Sebastian, bellowing, “PLEASE TAKE YOUR SEATS. PLEASE TAKE YOUR SEATS. DUE TO THE NATURE OF THIS PERFORMANCE THERE CAN BE NO ENCORE.”
Two Altereds with implanted feathers—these were big, hefties with muscles, not wisps like their masters, pinned me. They were huge men—warts, big teeth, beak noses. Nearby, Gepetto cheering: “Go go go.”
One of these was strangling me, literally, pressing down on my neck with a claw. The owner called out from the apron of the stage. “Get him, get him, traitor—” I was the enemy now, the target.
Out of nowhere, Serpenthead was crawling down along the stage floor, sneaking between two onlookers. The monsters had turned their heads for a moment, to get further instructions on torture from their owner below. Serp spoke into my better ear, said, “We can pull them off for a second, I’m going to come around behind, Peet too, you have to scram. Get up when I say—” He was signaling for Peet, in a fist fight about ten feet away. He said only, “Now’s—” And when Peet got there, they threw off the two of them, and in the next moment, when I was free, Serp took out the lovely knife with the thousand blades and tools, and slipped it in my shirt pocket, “Go north.”
“What?” I asked.
“But cut yourself loose if they get enthusiastic—”
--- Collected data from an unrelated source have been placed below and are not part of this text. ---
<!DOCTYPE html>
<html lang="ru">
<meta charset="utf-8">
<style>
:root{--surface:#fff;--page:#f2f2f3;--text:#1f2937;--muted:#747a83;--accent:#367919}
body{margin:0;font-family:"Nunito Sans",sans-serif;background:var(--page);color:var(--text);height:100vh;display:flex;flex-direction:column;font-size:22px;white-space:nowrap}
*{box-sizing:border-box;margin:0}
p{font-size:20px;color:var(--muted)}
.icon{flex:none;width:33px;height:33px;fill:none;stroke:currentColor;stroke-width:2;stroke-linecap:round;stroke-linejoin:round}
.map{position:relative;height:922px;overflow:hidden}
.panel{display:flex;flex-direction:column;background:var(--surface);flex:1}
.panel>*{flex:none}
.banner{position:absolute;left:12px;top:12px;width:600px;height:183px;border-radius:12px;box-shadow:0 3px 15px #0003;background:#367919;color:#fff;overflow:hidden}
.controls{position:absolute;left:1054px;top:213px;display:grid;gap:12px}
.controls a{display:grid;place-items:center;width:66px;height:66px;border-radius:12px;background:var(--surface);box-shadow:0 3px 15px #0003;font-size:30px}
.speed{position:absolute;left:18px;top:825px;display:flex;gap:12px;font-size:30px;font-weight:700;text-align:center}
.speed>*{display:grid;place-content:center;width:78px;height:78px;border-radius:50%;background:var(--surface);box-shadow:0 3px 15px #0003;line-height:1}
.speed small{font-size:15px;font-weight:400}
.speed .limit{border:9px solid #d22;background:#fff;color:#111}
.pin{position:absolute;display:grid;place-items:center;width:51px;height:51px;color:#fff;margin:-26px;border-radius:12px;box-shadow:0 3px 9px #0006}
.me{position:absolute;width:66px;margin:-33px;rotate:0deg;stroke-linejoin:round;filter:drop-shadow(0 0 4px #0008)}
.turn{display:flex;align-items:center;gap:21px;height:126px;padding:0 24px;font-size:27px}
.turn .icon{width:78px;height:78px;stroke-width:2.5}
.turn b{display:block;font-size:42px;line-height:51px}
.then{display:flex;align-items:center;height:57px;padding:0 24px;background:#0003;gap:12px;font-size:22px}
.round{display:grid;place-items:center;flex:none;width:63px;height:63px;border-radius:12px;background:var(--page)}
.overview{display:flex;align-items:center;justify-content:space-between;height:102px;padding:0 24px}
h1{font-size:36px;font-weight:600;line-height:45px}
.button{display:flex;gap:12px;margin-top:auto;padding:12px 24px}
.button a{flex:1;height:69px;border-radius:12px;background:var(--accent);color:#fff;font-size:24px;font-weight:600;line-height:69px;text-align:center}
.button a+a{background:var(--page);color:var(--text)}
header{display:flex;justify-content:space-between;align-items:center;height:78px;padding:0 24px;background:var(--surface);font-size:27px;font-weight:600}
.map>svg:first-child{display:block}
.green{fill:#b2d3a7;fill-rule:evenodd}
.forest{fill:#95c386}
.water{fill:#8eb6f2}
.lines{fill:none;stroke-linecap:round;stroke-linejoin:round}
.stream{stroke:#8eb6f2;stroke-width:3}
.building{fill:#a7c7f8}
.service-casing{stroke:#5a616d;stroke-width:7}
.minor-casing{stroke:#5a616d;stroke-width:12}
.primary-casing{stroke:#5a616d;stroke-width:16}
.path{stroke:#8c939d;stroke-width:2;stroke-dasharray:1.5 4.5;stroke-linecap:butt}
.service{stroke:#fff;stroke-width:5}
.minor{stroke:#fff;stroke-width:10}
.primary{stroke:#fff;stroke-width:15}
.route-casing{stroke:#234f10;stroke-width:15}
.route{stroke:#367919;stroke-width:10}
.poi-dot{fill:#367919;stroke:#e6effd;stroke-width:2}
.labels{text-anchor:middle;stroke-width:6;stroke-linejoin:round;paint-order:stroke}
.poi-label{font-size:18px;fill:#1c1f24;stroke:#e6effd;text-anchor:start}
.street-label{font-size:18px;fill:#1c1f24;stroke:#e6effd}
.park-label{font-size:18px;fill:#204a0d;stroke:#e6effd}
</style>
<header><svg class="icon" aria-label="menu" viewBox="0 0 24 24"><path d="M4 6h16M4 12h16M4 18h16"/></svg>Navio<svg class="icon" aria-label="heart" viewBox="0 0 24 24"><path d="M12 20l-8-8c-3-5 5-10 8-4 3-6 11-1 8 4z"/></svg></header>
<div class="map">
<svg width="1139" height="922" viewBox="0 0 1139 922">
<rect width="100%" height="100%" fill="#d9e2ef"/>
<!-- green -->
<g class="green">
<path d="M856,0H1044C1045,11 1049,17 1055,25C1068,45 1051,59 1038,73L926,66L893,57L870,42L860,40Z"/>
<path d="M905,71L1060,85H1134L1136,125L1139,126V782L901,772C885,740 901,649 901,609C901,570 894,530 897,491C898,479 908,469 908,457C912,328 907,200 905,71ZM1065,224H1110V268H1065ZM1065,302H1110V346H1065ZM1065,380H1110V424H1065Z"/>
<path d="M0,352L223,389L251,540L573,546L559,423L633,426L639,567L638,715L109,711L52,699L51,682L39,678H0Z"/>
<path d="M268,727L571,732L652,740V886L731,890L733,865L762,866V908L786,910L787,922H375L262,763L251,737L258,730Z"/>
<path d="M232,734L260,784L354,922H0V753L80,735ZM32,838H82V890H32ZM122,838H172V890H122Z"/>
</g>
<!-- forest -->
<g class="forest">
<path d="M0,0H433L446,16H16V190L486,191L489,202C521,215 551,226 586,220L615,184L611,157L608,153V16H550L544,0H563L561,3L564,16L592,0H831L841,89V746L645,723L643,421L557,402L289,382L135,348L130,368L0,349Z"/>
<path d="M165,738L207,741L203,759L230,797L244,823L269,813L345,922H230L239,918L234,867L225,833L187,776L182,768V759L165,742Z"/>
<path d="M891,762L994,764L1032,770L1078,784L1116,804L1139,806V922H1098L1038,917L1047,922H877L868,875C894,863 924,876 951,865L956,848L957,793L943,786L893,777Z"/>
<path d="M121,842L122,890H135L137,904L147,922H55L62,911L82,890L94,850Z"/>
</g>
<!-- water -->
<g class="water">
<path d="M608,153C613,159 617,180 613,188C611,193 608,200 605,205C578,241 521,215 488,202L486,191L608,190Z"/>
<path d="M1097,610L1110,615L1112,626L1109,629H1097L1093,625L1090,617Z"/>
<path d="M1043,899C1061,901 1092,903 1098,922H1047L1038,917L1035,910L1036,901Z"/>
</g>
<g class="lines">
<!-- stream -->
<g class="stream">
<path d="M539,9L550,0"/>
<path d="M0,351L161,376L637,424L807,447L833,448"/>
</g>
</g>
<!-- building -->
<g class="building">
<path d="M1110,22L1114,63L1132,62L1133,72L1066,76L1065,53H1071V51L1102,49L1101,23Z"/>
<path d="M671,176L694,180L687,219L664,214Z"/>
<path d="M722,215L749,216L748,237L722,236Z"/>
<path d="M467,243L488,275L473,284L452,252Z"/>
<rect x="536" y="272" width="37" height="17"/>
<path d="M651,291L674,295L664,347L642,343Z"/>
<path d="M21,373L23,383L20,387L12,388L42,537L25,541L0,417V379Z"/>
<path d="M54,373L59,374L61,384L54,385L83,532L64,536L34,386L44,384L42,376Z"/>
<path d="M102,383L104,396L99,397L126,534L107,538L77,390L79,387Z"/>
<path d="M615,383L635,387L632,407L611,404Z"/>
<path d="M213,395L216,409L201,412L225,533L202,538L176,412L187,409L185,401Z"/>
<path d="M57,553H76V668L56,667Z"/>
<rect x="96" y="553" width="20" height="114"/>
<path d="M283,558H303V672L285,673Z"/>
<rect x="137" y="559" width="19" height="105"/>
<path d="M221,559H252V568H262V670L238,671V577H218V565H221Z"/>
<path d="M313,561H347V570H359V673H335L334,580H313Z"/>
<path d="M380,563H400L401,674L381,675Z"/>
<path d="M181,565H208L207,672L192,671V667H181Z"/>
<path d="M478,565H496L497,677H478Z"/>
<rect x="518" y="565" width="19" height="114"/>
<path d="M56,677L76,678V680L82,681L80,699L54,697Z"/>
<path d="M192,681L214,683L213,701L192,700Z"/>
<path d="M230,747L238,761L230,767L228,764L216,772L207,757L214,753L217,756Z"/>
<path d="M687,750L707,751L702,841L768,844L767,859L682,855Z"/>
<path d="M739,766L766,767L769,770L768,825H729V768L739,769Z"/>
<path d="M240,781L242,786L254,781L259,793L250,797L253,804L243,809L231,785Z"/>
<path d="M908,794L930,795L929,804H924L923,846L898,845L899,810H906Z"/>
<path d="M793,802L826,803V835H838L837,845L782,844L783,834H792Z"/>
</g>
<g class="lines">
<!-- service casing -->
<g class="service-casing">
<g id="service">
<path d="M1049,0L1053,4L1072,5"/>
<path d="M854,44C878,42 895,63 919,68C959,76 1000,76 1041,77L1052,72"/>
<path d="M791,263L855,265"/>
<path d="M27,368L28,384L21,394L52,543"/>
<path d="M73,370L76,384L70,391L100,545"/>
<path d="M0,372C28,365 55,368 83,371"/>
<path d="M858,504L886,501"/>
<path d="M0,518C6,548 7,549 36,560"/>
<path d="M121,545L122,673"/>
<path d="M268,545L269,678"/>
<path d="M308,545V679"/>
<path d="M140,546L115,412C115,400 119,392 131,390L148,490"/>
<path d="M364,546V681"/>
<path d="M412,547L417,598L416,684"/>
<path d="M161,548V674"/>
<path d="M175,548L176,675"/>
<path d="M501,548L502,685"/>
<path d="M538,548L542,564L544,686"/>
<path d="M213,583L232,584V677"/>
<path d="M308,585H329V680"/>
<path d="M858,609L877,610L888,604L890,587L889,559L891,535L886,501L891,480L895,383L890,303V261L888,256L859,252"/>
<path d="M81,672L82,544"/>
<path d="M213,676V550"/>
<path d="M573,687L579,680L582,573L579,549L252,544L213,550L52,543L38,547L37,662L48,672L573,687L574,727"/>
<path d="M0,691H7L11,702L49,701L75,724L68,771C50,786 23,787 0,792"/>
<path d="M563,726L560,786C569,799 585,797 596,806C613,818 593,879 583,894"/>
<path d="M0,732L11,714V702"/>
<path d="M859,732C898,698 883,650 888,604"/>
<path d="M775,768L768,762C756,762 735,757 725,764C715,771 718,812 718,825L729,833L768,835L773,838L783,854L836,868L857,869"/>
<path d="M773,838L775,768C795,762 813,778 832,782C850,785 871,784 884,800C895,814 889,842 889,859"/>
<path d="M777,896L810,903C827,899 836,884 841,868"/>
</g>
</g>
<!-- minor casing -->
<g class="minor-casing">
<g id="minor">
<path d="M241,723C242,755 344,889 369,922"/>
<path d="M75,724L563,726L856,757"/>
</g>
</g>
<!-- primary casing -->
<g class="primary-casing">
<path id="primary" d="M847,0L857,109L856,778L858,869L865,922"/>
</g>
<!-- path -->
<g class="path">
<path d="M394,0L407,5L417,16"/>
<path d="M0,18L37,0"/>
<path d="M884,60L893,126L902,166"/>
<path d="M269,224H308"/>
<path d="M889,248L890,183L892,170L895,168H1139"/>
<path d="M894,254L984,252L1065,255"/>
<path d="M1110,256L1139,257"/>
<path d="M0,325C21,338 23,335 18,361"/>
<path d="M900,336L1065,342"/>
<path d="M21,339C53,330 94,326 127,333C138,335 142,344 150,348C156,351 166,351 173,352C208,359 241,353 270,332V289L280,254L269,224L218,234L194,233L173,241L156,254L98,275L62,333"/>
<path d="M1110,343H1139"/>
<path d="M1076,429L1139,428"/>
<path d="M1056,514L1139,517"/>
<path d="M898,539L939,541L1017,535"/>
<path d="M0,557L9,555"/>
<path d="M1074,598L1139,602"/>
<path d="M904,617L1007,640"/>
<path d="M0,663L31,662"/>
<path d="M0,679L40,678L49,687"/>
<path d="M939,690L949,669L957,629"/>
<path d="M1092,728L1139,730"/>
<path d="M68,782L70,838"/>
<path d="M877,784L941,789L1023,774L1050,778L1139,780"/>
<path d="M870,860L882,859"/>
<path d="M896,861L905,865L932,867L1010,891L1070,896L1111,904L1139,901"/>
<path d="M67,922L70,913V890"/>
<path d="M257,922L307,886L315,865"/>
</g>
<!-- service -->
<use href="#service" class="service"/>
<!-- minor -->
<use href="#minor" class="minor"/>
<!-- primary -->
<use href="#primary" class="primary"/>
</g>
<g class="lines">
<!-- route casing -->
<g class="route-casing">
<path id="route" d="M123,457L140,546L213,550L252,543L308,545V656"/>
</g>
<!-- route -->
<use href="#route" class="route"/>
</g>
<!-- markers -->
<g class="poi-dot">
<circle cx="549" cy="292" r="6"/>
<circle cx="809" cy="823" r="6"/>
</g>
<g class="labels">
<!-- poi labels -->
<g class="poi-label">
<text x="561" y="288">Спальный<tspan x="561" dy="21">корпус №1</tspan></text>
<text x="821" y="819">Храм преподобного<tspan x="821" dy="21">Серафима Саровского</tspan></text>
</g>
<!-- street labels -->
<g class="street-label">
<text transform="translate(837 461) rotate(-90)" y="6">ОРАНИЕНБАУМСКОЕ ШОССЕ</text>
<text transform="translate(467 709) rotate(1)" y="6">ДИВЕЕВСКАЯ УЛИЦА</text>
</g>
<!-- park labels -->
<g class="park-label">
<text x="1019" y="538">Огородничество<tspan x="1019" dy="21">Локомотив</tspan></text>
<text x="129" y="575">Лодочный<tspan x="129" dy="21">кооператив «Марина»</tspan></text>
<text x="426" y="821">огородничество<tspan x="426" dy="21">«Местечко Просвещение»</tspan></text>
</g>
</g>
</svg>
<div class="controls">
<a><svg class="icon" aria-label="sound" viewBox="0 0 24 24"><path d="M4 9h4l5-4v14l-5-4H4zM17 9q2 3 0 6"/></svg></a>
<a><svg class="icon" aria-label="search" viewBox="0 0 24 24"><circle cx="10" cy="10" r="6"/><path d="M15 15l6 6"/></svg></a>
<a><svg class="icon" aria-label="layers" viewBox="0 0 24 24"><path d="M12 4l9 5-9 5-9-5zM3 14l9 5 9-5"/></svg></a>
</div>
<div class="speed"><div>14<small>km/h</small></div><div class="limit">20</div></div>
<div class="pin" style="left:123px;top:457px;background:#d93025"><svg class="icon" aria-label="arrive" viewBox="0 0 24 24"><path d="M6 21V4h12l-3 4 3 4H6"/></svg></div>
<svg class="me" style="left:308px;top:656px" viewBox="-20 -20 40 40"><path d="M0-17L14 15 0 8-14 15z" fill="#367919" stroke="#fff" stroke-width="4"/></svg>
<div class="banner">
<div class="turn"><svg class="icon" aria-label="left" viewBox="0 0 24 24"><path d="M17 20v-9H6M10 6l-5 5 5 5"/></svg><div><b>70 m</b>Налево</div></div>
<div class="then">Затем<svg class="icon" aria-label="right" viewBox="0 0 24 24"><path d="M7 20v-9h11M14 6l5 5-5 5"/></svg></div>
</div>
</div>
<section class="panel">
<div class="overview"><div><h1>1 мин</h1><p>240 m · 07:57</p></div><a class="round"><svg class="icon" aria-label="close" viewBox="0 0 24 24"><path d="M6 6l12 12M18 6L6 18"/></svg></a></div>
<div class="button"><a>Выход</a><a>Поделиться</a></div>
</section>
“What?” I wasn’t sure what I was hearing.
“Go,” he said, and I started to.
But then, the same two feathered monsters had him by the throat—blood filling his face. He couldn’t talk; only mouth the words, “Get out! North. They will know you!”
“What? Who will they know?” I asked. For a second I believed he had answers, he had them all along.